The study suggests that Europe will become a far more efficient landscape for investors and asset managers than it has in the past. According to Adam Sussman, senior research analyst and the study’s author, “these trends position Europe for rapid growth in electronic trading as we see both direct market access and algorithmic trading flow growing at an approximate compound annual growth rate of 50% through 2009.”

“The three trends will produce a European capital markets that will not only continue to siphon listings, revenue and prestige from the U.S. but will set Europe up to become the leading power in a globally integrated capital market,” says Larry Tabb, founder and CEO at TABB Group. “However, if you’re in the US, don’t pack your bags just yet.”

While European harmonization is moving forward, Europe independence is still strong, says Sussman. “Cultural and geographic differences will not disappear quickly, which is why less than 33% of the buy-side believe that a single market structure will take hold in the next five years.

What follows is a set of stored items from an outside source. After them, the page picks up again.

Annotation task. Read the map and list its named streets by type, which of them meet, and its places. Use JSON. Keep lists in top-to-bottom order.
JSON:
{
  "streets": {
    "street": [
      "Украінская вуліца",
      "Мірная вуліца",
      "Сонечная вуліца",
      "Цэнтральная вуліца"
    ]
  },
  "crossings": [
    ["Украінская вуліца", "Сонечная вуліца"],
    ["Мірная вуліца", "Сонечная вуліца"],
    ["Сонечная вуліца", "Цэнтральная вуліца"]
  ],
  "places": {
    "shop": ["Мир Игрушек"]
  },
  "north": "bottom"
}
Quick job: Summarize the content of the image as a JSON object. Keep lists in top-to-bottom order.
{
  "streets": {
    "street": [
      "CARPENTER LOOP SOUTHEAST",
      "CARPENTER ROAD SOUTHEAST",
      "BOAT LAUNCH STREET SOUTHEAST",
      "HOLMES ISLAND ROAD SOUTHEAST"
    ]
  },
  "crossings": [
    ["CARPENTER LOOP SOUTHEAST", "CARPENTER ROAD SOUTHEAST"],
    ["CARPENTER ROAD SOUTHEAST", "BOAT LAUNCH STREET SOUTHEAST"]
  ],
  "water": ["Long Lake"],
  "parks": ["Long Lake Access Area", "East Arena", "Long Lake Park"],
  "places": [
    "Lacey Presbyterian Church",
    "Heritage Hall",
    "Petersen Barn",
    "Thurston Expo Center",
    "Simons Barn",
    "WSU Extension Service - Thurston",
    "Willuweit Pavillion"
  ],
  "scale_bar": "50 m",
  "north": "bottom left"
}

Even after MiFID is adopted into law and implemented across the 30 countries, a grand unification of capital market is not in the cards for at least a few decades.”

Other key findings from the study include: 55% of the buy-side believes MiFID will have a significant impact on how they execute their orders, the greatest change being the fragmentation of liquidity across a host of new venues such as Project Turquoise, Instinet’s Chi-X and Equiduct; by 2009, over 58% of the buy-side will be using algorithms, up from 41% in 2007; and, the percentage of orders routed via FIX is expected to rise to 55% by 2009 with an additional 10% routed via other electronic methods.

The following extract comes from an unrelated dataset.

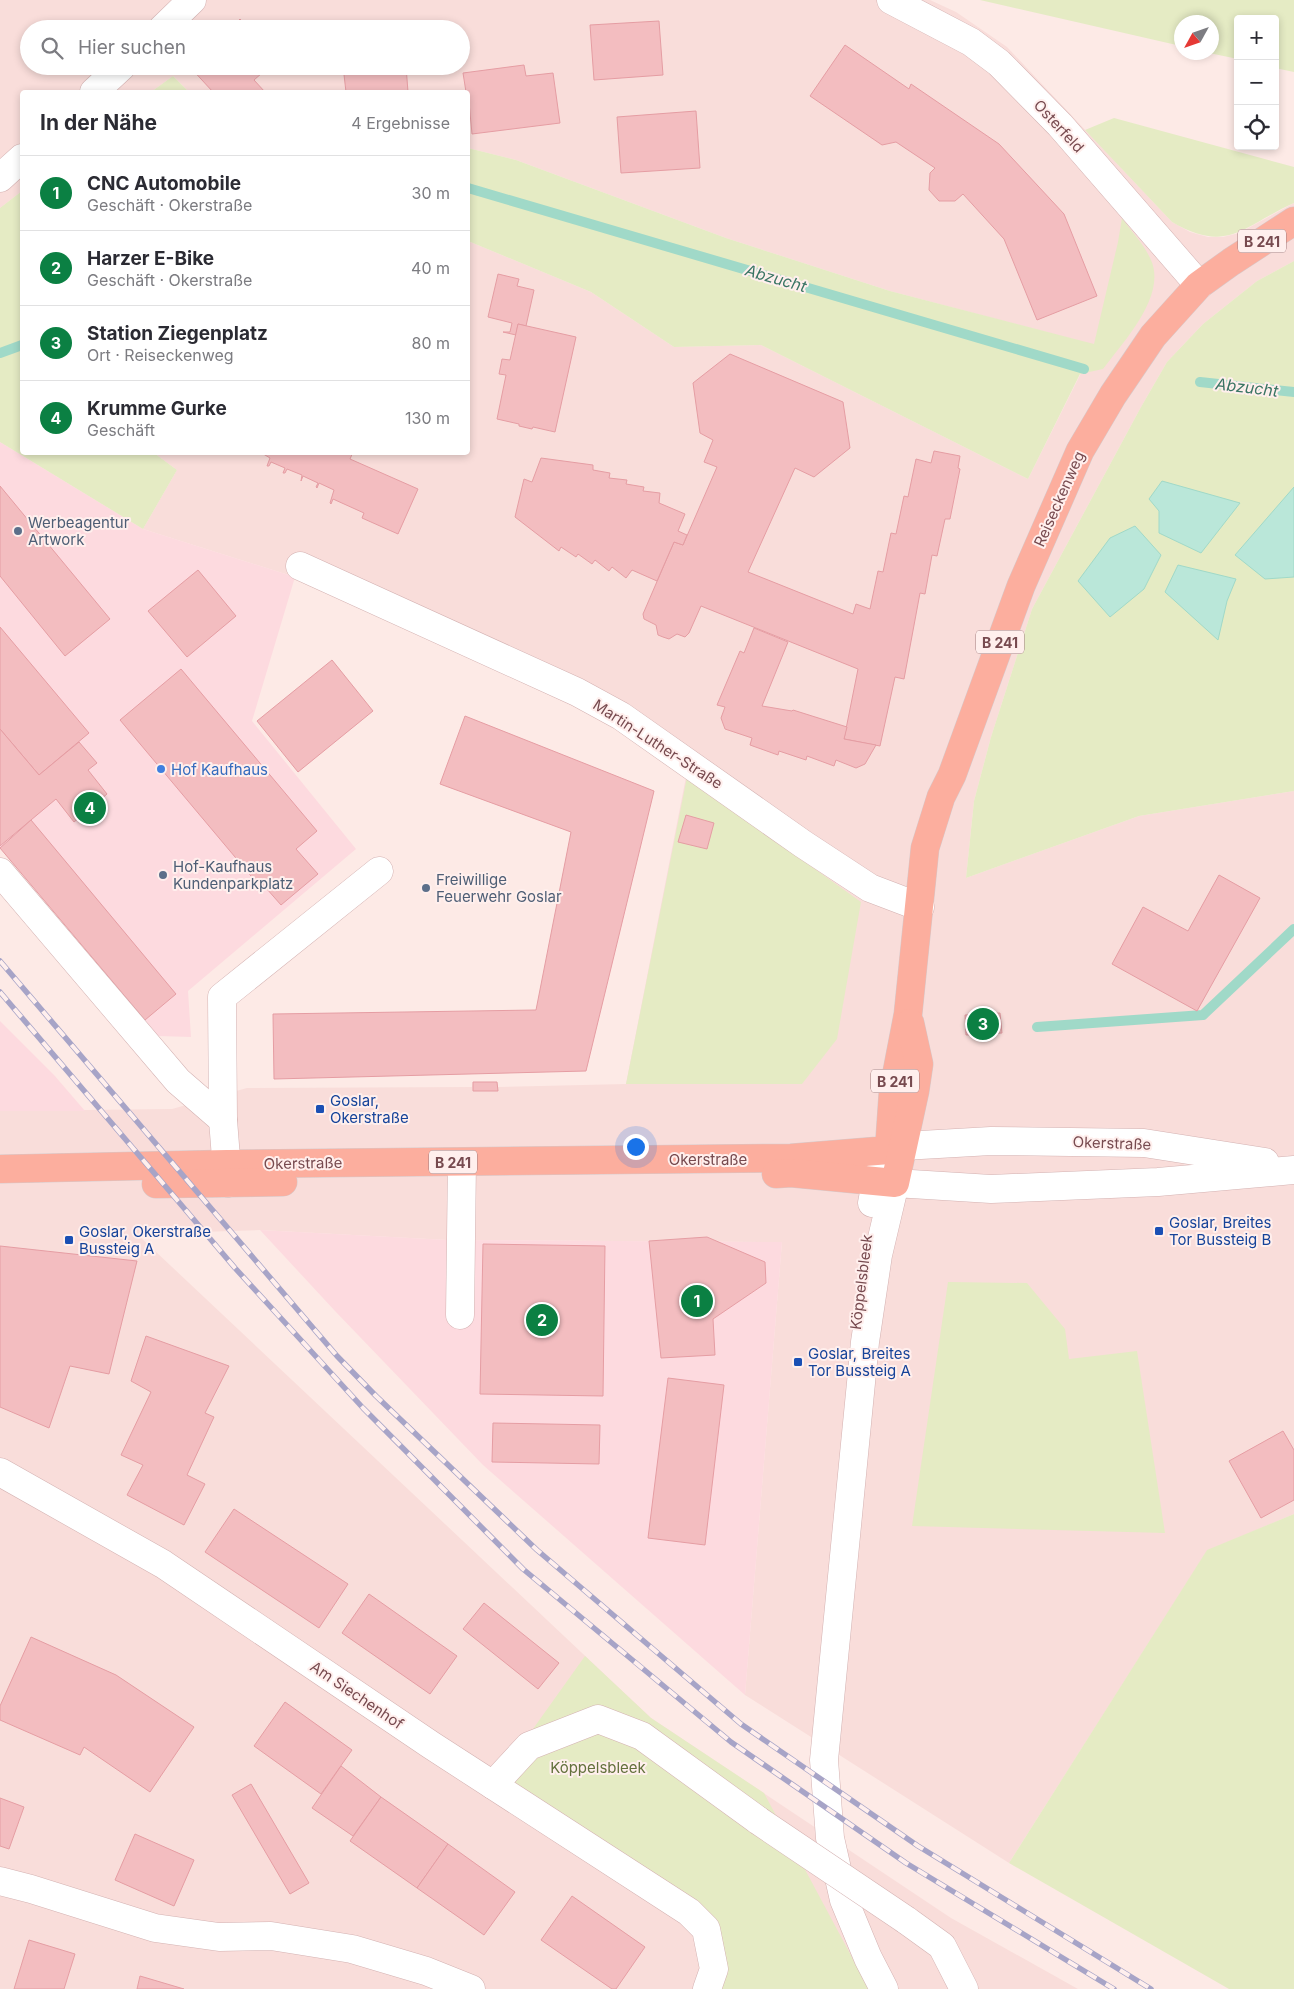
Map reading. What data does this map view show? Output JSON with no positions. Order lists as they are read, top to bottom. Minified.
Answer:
{"streets":{"main road":["B 241","Reiseckenweg","Okerstraße"],"street":["Osterfeld","Martin-Luther-Straße","Köppelsbleek","Am Siechenhof"]},"crossings":[["Osterfeld","Reiseckenweg"],["Reiseckenweg","Martin-Luther-Straße"],["Reiseckenweg","Okerstraße"],["Reiseckenweg","Köppelsbleek"],["Okerstraße","Köppelsbleek"]],"water":["Abzucht"],"parks":["Köppelsbleek"],"places":{"other":["Werbeagentur Artwork","Hof Kaufhaus","Hof-Kaufhaus Kundenparkplatz","Freiwillige Feuerwehr Goslar"],"transit":["Goslar, Okerstraße","Goslar, Breites Tor Bussteig B","Goslar, Okerstraße Bussteig A","Goslar, Breites Tor Bussteig A"]},"north":"bottom left","page":{"map_buttons":["+","−"],"search":"Hier suchen","heading":["In der Nähe","4 Ergebnisse"],"list":[{"mark":"1","name":"CNC Automobile","note":"Geschäft · Okerstraße","value":"30 m"},{"mark":"2","name":"Harzer E-Bike","note":"Geschäft · Okerstraße","value":"40 m"},{"mark":"3","name":"Station Ziegenplatz","note":"Ort · Reiseckenweg","value":"80 m"},{"mark":"4","name":"Krumme Gurke","note":"Geschäft","value":"130 m"}],"pins":["4","3","1","2"]}}
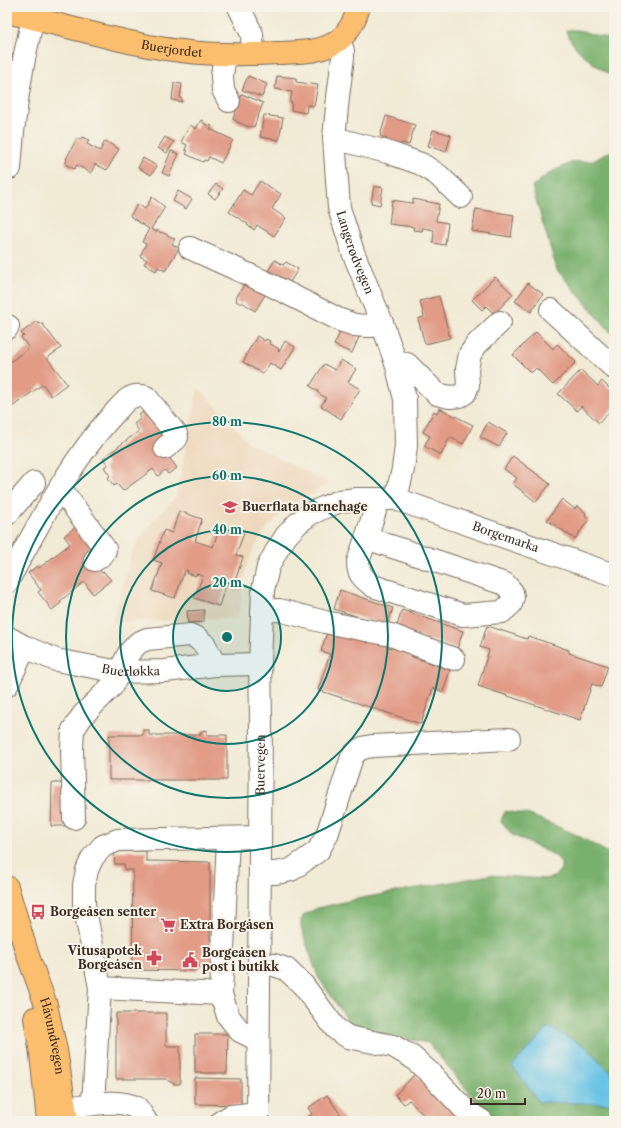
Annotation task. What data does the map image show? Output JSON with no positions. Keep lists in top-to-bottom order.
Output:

The study also notes that blended commission rates have fallen at a 6% compound annual growth rate (CAGR) since 2005 and will continue to fall as the buy-side expects to route 24% of its flow to low-touch channels by 2009; commission sharing agreements (CSAs) have significantly penetrated the UK, adopted by 73% of firms, well ahead of the next largest adopter, Southern Europe, with adoption levels of only 38%; brokerage relationships predicated on the back of CSA adoption will be reduced to continue to concentrate commission dollars among a fewer number of large brokers with local brokers struggling as liquidity is de-partitioned and fragments across new execution venues.

Additionally, it finds that: the crossing networks are the Holy Grail for the buy-side, but with only 34% of the buy-side being connected to a crossing network, and most of that among UK traders, more often than not, the search continues onto other venues; and, partitioning of European equities will slowly come to an end as MiFID and related directives lower barriers to entry across the European Economic Area for the entire financial services industry.

The interview-based study is based on conversations with 70 different buy-side firms trading European equities located in 20 different countries, including the EU-15 and the UK.